I will leave it with a statement that the bond market is a reason for worry and there are several things that need to be done.
UPA-2 left the economic growth at 6.4 per cent and the second advance estimates have pegged the economy to grow by 6.6 per cent in 2017-18. So what is the improvement in the first four years of the NDA government in terms of economic growth-- just 0.2 percentage points?
I think we will end with about 7.5 per cent in 2018-19. Broadly there are four sources of growth -- public expenditure and because of fiscal oncerns there is limit on what you can do here. There is consumption and there are signs that it is picking up. There is investment and there are signs that it is also picking up. Then, there is net export, which is a real worry. Economic Survey has pegged economic growth at 7-7.5 per cent this year, I am inclined that it will be closer to 7.5 per cent. I am not saying it will be 8.5 per cent. No, way until net export picks up. Economic growth of 6.5-6.6 per cent in 2017-18 means that first half had roughly 6 per cent and the second half will have 7 per cent. There has been a structural growth problem that has been going on for fairly long time. The question is not what growth rate has been delivered, but about fiscal consequences of that growth. The question about the UPA growth was not about the growth figure, but about the way that growth happened.
Even on fiscal deficit, former finance minister P Chidambaram has questioned the fiscal deficit target for 2018-19, given in the budget. In a column, he said fiscal deficit might reach 4.14 per cent instead of 3.3 per cent, projected in Budget Estimates. Where is fiscal consolidation?
That is his opinion. He has been proved wrong in the past also. Let us wait and see.
There have been concerns over terms of reference of the finance commission that these are lop-sided against states?
Constitutionally, finance commission is the only organ to devolve resources to states. But, over a period of time there was plan versus non-plan distinction. Substantial amount of devolution used to happen by the Planning Commission. Top of that, centrally sector central sponsored schemes used to be decided by the planning commission on a discretionary basis. Now, you have a sub-group of chief ministers which have determined 30 such schemes. Every state now has this question -- how do I rationalise state level schemes, particularly because tax devolution has increased from 32 per cent to 42 per cent. This is going to end in 2020 when we need to ask how are we as a country after plan versus non-plan distinction has gone, is the basket of centrally sponsored schemes the right one, how states have performed in terms of rationalising their schemes. The new finance commission has to address these concerns. New finance omission is somewhat different from the earlier ones.

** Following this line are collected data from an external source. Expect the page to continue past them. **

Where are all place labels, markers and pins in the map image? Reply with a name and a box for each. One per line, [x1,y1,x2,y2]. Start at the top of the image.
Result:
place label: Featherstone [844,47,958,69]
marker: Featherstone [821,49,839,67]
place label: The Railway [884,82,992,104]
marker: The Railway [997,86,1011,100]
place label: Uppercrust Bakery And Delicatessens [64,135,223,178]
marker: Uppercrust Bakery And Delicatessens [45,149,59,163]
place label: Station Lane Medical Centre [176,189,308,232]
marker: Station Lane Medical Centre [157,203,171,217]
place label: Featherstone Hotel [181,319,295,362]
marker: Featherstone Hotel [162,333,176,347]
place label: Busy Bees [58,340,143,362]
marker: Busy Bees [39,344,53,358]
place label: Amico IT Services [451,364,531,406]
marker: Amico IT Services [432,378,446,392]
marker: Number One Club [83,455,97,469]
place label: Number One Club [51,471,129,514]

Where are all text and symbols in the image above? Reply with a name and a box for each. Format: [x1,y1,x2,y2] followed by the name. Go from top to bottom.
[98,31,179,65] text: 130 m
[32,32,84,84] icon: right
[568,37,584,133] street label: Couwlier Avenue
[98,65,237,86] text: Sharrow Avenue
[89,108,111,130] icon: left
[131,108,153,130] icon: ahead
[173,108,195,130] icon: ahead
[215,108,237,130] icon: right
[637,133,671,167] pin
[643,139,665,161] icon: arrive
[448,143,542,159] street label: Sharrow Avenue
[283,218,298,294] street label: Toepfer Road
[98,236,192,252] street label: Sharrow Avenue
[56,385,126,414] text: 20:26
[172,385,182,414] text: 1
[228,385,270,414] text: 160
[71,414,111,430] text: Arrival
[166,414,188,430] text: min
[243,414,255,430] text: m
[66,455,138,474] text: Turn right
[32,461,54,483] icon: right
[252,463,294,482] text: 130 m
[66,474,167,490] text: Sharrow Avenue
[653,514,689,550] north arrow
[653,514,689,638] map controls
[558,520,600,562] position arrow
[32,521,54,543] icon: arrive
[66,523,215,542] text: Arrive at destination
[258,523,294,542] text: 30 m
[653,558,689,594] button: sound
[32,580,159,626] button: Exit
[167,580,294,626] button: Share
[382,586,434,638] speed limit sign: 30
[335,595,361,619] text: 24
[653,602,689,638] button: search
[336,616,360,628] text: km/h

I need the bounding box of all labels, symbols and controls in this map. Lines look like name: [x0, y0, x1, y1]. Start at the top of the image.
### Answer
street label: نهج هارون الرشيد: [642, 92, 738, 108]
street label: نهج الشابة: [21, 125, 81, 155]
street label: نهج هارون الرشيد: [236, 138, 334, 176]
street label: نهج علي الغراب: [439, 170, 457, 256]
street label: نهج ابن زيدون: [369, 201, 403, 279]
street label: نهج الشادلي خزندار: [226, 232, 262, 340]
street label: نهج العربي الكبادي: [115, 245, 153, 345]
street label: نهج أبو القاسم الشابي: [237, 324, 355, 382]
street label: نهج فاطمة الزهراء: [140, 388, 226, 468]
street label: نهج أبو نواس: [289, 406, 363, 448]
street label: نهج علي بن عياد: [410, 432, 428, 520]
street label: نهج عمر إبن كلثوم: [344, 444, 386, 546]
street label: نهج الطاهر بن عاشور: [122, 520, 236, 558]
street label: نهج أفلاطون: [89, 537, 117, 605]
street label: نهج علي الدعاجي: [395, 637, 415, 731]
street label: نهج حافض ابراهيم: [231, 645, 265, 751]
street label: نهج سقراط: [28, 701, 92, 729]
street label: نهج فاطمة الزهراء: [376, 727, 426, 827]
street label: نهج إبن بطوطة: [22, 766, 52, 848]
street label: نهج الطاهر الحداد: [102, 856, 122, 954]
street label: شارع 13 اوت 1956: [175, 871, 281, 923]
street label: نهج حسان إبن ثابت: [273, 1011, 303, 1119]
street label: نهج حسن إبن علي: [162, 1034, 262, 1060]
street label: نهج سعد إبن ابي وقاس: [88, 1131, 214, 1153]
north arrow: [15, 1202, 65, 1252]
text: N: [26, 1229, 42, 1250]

You had earlier said this is not the perfect GST. How do you now rate the GST system in the context of slow down of revenues, frequent changes, GSTN portal collapsing sometimes, problems in e-way bill etc.?
There is no country that has reached perfect GST fast. There are only 6-7 countries which have GST. Of those, India and Canada are the only ones which have federal GST. Even Canada has not got complete GST yet. My comment on GST was taken out of context. Industry chambers were saying that economic growth is going to increase 1.5-2 percentage points due to GST. What many of them forgot that this calculation was based on the GST model worked out by the finance commission headed by Vijay Kelkar and NCAER. Today, we don't have that ideal GST. Half of the products are not part of GST and we have too many rates. As an economist I would like to see the single rate. No country in the world has single rate. So, I am prepared to accept that there would eventually be three rates for reasons of pragmatism, not economic rationality.